Fred began submitting Western stories to the “pulps” (low-grade magazines of fiction) while living in Santa Fe. He met Marguerite E. Harper, who became his literary agent until she died in the 1960s. Harper was a significant influence on his writing career, and she suggested the pen name “Luke Short.” It’s unknown whether this was a reference to the real-life gambler-gunfighter Luke Short.

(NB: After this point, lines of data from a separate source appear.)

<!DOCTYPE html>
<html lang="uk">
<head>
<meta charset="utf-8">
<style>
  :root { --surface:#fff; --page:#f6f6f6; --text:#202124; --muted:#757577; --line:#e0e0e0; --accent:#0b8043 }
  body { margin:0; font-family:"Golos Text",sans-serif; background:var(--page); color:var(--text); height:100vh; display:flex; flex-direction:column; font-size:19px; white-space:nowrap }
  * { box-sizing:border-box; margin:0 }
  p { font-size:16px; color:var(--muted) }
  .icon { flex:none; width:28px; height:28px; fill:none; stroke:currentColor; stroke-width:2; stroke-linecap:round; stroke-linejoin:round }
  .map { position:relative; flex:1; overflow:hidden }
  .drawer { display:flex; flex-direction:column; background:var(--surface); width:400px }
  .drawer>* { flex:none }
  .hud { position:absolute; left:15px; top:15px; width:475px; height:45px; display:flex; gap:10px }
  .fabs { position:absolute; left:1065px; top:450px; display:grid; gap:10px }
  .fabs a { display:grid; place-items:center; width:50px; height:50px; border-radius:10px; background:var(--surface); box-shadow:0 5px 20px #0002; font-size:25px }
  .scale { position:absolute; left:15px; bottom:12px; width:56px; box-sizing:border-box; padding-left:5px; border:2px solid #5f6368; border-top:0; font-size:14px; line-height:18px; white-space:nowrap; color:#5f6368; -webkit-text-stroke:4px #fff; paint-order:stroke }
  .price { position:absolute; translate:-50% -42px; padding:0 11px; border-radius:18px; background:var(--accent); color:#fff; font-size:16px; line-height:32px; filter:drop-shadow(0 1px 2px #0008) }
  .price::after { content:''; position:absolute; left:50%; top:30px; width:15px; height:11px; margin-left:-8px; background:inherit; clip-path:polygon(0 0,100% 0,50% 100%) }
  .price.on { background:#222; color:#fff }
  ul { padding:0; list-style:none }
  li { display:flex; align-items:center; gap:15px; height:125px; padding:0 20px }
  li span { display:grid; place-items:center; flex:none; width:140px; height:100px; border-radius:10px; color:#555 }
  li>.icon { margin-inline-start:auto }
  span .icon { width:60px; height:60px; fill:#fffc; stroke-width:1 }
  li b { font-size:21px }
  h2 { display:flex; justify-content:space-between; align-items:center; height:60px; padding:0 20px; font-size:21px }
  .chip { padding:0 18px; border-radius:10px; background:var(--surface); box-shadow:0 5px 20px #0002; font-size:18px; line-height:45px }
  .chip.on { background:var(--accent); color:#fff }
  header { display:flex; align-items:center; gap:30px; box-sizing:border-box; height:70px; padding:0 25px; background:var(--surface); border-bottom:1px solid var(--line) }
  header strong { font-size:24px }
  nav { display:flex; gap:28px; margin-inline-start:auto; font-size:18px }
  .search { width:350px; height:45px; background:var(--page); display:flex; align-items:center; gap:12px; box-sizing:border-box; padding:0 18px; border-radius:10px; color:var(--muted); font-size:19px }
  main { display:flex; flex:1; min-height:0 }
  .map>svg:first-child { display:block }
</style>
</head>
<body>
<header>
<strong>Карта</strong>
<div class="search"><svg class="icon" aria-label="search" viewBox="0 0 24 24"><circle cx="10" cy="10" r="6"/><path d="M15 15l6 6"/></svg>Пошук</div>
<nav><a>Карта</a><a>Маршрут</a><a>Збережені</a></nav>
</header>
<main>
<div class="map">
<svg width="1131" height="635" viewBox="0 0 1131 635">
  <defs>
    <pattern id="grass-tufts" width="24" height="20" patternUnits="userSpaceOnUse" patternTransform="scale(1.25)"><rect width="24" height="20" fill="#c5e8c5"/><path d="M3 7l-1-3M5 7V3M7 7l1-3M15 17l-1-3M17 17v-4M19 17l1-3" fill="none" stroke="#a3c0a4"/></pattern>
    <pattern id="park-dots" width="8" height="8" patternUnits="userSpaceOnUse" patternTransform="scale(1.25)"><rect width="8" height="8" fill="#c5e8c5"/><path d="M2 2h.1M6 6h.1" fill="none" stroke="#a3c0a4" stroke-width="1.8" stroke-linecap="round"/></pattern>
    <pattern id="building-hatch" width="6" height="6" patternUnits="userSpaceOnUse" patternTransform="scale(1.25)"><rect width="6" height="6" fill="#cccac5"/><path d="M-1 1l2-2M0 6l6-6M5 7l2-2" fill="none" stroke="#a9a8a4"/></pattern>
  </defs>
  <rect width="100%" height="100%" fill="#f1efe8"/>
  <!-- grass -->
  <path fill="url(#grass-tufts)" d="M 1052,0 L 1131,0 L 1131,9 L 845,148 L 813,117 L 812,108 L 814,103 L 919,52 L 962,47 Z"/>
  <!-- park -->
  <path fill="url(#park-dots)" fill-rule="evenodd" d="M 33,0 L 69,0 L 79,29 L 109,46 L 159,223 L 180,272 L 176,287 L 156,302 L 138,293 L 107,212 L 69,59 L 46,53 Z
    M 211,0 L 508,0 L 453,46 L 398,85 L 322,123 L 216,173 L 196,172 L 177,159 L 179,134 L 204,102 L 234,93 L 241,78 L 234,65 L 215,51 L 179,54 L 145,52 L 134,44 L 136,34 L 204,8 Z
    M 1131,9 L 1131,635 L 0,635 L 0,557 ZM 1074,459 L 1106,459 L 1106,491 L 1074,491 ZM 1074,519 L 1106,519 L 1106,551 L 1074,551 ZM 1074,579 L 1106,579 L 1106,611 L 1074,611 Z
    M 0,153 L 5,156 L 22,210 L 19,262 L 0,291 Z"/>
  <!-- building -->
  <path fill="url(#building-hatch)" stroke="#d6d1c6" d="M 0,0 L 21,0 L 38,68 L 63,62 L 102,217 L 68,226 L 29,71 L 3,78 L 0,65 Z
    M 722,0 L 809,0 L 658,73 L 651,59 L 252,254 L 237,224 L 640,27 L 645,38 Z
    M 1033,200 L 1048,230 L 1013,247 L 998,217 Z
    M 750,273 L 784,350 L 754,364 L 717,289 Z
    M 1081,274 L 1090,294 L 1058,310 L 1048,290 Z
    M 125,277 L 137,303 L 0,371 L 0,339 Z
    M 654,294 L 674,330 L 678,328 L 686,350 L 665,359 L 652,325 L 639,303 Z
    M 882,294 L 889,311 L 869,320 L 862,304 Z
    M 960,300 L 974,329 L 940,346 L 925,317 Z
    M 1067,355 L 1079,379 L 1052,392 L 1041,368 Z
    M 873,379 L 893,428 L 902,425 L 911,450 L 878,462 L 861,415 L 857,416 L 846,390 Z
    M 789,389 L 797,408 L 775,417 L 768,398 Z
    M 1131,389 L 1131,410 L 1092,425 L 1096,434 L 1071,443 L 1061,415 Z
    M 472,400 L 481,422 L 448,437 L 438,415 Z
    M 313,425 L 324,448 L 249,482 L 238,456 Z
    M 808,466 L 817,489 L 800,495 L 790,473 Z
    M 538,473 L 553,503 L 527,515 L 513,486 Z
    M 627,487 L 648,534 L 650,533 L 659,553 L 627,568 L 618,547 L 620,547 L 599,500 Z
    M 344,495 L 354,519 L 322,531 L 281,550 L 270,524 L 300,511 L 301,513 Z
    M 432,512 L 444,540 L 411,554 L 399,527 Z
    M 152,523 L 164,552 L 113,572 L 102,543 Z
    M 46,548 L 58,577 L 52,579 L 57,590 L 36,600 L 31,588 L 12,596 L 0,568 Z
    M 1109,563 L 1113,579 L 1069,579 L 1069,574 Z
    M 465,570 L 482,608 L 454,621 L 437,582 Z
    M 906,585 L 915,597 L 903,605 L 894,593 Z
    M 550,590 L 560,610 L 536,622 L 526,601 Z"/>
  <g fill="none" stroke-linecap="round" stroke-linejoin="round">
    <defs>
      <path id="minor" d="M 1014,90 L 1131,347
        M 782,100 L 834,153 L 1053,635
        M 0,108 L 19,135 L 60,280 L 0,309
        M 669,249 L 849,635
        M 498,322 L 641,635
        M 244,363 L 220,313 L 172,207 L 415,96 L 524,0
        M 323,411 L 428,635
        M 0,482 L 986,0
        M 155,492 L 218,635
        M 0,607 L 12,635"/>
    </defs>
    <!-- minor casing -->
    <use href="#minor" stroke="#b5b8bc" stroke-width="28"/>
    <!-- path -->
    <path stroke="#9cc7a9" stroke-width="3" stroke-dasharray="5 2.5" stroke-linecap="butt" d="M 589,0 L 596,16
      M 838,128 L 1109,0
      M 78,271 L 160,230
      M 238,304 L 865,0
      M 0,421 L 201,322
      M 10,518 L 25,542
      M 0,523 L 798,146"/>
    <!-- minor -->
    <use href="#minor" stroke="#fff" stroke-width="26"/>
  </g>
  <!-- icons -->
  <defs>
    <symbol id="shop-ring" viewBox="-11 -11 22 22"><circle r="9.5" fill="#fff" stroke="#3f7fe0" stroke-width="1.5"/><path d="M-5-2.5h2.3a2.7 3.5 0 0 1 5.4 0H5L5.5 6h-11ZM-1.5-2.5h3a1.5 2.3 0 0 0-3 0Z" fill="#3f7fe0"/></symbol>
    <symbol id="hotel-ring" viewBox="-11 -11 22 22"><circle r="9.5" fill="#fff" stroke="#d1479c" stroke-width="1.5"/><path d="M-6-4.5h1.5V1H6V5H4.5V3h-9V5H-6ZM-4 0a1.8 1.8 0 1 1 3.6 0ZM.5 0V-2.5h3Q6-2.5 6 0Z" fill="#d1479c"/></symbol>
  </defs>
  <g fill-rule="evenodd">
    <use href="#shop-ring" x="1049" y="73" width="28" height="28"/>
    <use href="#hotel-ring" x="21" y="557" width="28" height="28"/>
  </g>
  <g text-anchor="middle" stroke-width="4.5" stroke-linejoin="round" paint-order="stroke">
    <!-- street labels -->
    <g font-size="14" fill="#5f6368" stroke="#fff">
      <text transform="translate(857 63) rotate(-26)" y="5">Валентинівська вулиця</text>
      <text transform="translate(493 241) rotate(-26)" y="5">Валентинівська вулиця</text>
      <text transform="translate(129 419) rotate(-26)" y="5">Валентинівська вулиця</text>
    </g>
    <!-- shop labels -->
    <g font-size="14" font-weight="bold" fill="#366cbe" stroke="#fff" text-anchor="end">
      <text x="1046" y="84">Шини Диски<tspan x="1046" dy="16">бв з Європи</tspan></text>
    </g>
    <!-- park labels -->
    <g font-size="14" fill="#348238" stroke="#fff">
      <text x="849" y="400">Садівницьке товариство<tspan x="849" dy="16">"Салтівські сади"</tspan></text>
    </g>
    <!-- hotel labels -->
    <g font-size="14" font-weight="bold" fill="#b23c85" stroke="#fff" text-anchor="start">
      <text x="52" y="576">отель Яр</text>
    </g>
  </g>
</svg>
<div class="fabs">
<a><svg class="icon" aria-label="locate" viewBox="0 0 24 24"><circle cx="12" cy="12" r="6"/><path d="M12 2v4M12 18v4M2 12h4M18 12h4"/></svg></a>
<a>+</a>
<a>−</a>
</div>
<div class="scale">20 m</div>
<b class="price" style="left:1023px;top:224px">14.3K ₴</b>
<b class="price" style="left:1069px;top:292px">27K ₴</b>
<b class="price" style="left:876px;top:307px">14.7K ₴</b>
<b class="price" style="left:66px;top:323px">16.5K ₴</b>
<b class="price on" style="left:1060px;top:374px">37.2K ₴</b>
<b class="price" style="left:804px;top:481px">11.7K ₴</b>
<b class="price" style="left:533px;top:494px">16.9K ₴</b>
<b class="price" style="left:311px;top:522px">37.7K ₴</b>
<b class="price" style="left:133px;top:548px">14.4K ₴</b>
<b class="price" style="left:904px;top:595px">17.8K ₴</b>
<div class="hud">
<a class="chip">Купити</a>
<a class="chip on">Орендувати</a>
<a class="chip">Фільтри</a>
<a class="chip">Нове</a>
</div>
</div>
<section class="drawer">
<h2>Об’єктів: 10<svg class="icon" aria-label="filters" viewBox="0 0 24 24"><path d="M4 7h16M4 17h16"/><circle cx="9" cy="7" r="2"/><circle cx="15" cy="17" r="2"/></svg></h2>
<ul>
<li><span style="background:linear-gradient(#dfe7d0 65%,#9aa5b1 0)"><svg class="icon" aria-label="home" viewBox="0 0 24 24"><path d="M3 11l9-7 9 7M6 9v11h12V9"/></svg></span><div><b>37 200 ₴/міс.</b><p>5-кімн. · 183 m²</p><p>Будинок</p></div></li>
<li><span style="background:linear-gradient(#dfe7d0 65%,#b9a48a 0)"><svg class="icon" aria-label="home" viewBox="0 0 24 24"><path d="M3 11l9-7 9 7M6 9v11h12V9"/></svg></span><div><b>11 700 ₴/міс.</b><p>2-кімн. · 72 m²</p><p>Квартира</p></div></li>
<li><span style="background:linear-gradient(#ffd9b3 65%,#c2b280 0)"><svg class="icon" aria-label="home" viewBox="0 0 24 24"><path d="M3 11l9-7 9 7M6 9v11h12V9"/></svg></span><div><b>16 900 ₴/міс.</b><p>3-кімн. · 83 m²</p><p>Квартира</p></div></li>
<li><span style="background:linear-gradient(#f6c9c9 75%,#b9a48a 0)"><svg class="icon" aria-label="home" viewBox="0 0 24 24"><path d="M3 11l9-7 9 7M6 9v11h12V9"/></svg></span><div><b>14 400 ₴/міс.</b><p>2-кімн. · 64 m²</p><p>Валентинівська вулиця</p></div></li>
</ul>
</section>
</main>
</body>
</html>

In 1935, a collection of Fred’s short stories was turned into his first book, “The Feud at Single Shot”. After that, Fred’s work began to sell well, first in the pulps and then in the “slicks” (glossy magazines, such as The Saturday Evening Post). By the end of the 1930s he had turned out fourteen novels and numerous short stories. By 1940, Fred was earning more than $5,000 per year as a writer, at time when the median income for a male was $965.

His brother, Jonathan soon joined him in New Mexico and, not long after, started writing as well under the pen name “Peter Dawson.”

The 1940s were perhaps the pinnacle decade of Fred’s career. He signed contracts with paperback publishers, generating a lifetime total of over 26 million copies in sales. A number of his books were made into Western movies, starting with his 1943 novel “Ramrod,” which in 1947 became a United Artists film starring Joel McCrea and Veronica Lake. In 1948 alone, four Luke Short novels appeared as movies. Overall, at least 10 of his books were turned into movies and others were included as episodes in at least one television series.

Fred’s poor eyesight kept him out of the service in World War II, but he served for one year with the Office of Strategic Services in Washington, D.C.

After WWII, Fred was sought by paperback publishers and he experienced his peak Hollywood years. In 1947, he moved to Aspen, Colorado.

In the 1950s, the production of Fred’s Western novels fell off as he tried other genres, but not successfully. He also had to deal with literacy piracy and plagiarism. A variety of business deals and artistic ventures in stage and TV were not particularly successful, and a thorium mining company he founded failed.

His son, James, died accidentally in the early 1960s, and Fred eventually returned to the steady production of Western novels while spending summers in Aspen and winters in Arizona. He was a founding member of the Western Writers of America, and in 1969, he received the Levi Stauss Western Writers of America award.

In the 1970s, Fred produced six more Western novels, despite increasing trouble with his eyes which forced him to dictate much of his work. In 1974, he won the Western Heritage Wrangler award.

Fred was active in community affairs in Aspen. He was on the local hospital board, was a member of the city council, a member of the county zoning and planning commission, and at one time was the mayor of Aspen.

He also encouraged other writers, as he did his brother. He told Brian Garfield, who would go on to be a bestselling writer himself, to “[t]ake out all the Western trappings. Your story should depend on characters and behavior. If it still works after you get rid of the clichés, it’s a story.” He told Garfield that a western isn’t only horsemanship and gunplay. Fred once explained his formula for success: “First I write myself onto a corner. Then I write myself out.”

Kewanee-born Frederick Dilly Glidden died in 1975 from throat cancer. His ashes are buried in Aspen.

In 2013, a Walldogs’ mural was dedicated to honor four famous Kewanee authors, Fred Glidden, Jonathan Glidden, G. Randall Parrish, and Cyrus Leroy Baldridge. Fred was a well-respected writer of stories of our West, and deserves all honors bestowed on him.